There are unjust wars, wrong wars, and avoidable wars. But there is a worse one: war without purpose. This is where we find ourselves.
For decades, the United States has exercised its power with a combination of ambition and prudence. They have made devastating mistakes, yes, but within a framework that demanded at least an alibi: a narrative about the values of the "free world," a justification, a minimal coherence before the world and before themselves. This framework has vanished.
With Donald Trump, war ceases to be an extension of politics to become a demonstration of will, of power. It is not about winning, nor about building, nor even about imposing an order. It is about striking to humiliate without foreseeing the medium-term consequences. Trumpist foreign policy is not imperialism in the classic sense; it is a foreign policy devoid of purpose, a form of nihilism that uses force without asking why or for what.
The difference is not minor. Imperialism, with all its brutalities, aspired to control. This new model only aspires to intervene. There is no plan for what comes next, no horizon, no responsibility. There is only immediate action and the ephemeral satisfaction that accompanies it, which often manifests in the frivolity of a bully's quip on social media.
This external void reflects an internal void. The war outside corresponds to a war against the truth inside the US and its administration. The power exercised by Trump is not limited to distorting reality, but to replacing it. Contradictions no longer erode the discourse: they are an essential part of it. And when reality resists, those who explain it are discredited.
What is most disturbing is not the style, but the disappearance of limits. For generations, American power was subject, albeit imperfectly, to real constraints: alliances, institutions, public opinion, international legitimacy. These limits did not make the system just, but they did make it predictable.
The war with Iran is not just another episode in a long history of tension. It is the symptom of a deeper change: the transition from a power that calculated and had a narrative about common values to one that improvises. Where there was once strategy, there is now impulse. Where there was once fear of consequences, there is now indifference and cruel jokes.

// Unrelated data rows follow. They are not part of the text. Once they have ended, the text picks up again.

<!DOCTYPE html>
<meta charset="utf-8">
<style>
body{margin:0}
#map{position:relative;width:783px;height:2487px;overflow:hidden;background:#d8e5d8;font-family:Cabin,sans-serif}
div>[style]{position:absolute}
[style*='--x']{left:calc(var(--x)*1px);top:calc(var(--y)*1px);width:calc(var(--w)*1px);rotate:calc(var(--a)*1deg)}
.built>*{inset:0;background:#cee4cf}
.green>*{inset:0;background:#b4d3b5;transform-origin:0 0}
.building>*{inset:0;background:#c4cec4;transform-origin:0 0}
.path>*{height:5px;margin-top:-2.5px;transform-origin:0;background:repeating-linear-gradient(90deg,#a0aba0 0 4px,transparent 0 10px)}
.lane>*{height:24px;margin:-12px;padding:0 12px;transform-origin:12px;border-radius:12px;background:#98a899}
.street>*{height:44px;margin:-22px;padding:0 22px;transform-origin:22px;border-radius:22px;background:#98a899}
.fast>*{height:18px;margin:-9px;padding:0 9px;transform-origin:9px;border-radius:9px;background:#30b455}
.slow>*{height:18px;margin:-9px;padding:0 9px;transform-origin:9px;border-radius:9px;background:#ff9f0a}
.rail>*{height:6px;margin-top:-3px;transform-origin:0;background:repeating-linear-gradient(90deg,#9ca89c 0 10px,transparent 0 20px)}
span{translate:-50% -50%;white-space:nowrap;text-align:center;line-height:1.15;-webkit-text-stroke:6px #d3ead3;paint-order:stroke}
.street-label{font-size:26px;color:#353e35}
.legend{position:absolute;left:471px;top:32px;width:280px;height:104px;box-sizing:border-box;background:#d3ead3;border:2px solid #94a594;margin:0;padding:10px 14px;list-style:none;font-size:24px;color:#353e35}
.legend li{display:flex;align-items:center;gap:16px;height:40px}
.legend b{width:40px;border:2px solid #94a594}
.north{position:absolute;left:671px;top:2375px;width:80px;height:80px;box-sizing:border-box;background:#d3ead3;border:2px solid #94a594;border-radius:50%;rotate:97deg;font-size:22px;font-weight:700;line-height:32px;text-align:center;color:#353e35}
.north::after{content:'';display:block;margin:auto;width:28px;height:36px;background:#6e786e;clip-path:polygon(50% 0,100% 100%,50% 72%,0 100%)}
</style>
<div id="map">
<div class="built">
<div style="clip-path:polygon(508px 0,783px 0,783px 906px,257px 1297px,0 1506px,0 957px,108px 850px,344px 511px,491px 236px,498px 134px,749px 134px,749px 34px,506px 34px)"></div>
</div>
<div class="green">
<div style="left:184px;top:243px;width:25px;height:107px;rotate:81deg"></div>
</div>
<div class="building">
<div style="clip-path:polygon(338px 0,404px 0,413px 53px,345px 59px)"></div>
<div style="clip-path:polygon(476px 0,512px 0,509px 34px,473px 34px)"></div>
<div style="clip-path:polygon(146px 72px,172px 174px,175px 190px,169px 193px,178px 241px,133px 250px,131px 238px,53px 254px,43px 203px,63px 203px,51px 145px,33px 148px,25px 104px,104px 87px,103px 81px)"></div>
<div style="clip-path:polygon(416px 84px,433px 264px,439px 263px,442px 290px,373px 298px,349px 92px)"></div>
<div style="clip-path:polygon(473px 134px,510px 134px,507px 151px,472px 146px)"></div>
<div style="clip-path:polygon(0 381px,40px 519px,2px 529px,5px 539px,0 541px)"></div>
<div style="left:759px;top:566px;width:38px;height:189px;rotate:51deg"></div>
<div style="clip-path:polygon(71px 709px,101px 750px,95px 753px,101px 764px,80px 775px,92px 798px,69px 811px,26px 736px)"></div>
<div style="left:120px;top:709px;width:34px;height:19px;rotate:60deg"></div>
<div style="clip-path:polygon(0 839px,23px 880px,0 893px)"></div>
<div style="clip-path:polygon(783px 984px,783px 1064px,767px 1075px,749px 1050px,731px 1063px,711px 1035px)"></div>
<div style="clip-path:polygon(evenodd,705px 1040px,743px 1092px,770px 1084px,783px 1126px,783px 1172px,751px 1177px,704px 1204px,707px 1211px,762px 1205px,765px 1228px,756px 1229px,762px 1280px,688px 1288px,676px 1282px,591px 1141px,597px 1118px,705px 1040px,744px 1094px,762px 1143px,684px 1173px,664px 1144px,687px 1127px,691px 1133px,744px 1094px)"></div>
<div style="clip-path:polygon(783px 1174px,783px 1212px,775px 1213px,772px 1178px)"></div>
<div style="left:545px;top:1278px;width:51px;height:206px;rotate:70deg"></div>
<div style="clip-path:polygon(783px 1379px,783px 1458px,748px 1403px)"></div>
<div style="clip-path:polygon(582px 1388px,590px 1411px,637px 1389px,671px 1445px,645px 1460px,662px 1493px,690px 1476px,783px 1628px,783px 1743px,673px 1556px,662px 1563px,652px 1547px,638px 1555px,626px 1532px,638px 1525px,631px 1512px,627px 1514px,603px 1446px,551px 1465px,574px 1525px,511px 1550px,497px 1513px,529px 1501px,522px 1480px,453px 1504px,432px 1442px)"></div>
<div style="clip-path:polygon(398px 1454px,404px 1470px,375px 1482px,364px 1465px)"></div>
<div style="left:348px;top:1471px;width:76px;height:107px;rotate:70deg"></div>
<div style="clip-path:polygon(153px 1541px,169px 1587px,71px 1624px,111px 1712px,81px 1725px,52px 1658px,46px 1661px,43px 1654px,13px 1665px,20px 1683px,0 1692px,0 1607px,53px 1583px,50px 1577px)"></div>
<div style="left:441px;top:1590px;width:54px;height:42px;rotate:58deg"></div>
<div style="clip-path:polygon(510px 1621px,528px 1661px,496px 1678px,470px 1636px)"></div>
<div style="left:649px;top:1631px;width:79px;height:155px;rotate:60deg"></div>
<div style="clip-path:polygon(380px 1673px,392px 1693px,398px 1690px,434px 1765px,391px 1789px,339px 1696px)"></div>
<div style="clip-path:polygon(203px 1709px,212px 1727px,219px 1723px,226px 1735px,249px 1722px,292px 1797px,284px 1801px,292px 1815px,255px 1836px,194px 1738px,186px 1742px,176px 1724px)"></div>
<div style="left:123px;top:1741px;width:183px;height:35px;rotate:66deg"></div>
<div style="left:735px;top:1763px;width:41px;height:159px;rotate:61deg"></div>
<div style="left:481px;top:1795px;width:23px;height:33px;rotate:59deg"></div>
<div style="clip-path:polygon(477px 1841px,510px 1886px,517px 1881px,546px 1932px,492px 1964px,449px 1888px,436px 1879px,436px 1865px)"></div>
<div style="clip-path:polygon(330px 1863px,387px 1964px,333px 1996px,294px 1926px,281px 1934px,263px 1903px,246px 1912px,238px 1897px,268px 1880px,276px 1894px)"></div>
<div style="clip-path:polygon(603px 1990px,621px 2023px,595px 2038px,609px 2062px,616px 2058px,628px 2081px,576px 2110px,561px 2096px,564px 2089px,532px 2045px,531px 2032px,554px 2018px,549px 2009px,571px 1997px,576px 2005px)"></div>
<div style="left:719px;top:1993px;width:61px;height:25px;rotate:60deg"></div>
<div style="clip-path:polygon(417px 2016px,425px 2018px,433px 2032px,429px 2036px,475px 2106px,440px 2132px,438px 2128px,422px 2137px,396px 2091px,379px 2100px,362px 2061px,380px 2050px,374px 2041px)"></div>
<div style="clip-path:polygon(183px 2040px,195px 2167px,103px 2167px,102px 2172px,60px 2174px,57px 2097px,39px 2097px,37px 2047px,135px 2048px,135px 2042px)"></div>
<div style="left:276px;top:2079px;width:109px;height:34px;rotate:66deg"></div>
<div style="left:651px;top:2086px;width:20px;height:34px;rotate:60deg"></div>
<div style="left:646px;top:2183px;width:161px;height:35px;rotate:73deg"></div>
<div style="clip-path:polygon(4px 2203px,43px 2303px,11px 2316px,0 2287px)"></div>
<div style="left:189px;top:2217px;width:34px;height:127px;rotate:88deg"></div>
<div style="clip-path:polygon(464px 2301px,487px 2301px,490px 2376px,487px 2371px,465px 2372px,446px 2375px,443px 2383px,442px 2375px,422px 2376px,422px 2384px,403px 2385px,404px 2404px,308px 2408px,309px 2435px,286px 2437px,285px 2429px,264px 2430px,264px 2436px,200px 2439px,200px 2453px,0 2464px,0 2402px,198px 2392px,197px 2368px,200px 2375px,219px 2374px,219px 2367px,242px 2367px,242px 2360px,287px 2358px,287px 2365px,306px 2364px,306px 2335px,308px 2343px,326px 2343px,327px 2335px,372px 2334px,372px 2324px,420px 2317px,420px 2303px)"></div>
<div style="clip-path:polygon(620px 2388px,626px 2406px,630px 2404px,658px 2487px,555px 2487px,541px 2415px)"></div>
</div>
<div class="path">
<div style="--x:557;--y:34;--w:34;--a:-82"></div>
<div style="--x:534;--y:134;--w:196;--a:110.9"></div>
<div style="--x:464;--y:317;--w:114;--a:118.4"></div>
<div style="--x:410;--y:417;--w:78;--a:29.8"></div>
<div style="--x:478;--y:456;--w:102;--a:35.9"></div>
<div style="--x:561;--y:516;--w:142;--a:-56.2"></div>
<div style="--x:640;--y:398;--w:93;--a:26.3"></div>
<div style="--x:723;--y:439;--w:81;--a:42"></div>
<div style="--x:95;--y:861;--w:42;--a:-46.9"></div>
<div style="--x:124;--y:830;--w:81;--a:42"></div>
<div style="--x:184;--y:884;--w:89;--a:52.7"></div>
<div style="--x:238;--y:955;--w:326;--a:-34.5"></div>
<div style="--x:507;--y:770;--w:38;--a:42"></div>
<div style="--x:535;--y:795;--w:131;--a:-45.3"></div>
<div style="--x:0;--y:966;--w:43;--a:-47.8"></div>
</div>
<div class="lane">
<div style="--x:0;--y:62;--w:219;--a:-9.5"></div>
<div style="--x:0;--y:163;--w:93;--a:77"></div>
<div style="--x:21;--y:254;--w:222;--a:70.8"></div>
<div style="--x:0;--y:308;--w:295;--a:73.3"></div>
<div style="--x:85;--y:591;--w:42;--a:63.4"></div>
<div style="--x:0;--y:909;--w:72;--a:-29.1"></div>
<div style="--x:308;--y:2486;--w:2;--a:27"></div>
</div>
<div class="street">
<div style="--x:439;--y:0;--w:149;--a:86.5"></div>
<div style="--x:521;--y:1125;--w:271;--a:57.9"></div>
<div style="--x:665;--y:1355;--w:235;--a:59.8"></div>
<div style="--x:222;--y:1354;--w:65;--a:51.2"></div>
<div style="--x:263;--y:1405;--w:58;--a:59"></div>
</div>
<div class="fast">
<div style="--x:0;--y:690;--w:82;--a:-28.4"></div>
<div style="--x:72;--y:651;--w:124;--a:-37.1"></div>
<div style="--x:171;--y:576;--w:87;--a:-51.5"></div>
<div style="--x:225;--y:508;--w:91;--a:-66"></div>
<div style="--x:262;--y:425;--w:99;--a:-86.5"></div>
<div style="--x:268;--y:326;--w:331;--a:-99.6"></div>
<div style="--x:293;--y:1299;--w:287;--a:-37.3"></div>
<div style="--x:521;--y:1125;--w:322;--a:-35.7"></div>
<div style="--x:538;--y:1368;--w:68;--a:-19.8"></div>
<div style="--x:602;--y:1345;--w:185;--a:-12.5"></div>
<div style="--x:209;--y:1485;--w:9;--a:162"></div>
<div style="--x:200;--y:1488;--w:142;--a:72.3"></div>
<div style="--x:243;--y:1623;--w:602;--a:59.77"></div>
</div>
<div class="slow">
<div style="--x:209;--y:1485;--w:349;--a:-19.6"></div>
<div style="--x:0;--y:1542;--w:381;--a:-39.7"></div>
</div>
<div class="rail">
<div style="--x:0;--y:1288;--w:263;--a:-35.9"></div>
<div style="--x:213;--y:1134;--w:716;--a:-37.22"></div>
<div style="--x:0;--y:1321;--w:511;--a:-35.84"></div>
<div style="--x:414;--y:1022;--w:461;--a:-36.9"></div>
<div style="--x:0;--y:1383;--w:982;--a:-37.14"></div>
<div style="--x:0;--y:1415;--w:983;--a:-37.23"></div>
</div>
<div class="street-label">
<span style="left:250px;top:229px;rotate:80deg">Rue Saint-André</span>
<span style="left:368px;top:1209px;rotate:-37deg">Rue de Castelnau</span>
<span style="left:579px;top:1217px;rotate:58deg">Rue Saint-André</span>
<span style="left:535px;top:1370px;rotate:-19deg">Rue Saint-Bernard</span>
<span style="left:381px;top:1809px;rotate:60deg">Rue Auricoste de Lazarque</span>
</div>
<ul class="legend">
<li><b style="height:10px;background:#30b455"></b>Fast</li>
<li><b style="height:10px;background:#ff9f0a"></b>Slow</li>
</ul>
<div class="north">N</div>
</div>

Indifference is dangerous because unchecked power is not only more aggressive; it is also more erratic. And being erratic, when combined with unprecedented military capability, ceases to be a weakness and becomes a systemic threat.
It would be comforting to think that all this is an exception, a temporary deviation. But Trump does not appear out of nowhere. He is the extreme expression of a trajectory that has been gradually eroding the mechanisms of containment. The difference is that he no longer feels the need to hide it.
And in doing so, he has exposed an uncomfortable truth: that power, when it ceases to justify itself, also ceases to be limited. It unfolds without restraint and in an unpredictable manner, and therefore, it is dangerous and loses the capacity for de-escalation, which is basic in any conflict.
The great paradox is that the same order that for decades allowed the United States to project its global power – with all its abuses – also imposed restrictions on them. By abandoning them, freedom of action has not been gained; a sense of purpose and capacity for conflict management has been lost. War today is a tragedy, but also a dynamic of trumpism, and it is no longer a question of whether there will be more conflicts, but of when and how far they will go. With total disregard for the rules of the game that had been set after World War II and the imbalances after the fall of the USSR and the rise of China.
Trump has a weak and capricious personality that can only be stopped by the harshness of the markets and an inflationary spiral in the US. A month after the attack on Tehran, the mullahs' leadership has disappeared, but the regime remains standing and the regional escalation threatens a devastating global energy crisis. The only one with clear objectives is Netanyahu, and they involve destabilizing the entire region without calculating the global consequences. For him, it is a matter of life or death, and Trump has fallen into a trap from which he does not know how to escape and in which with every move he can become more bogged down.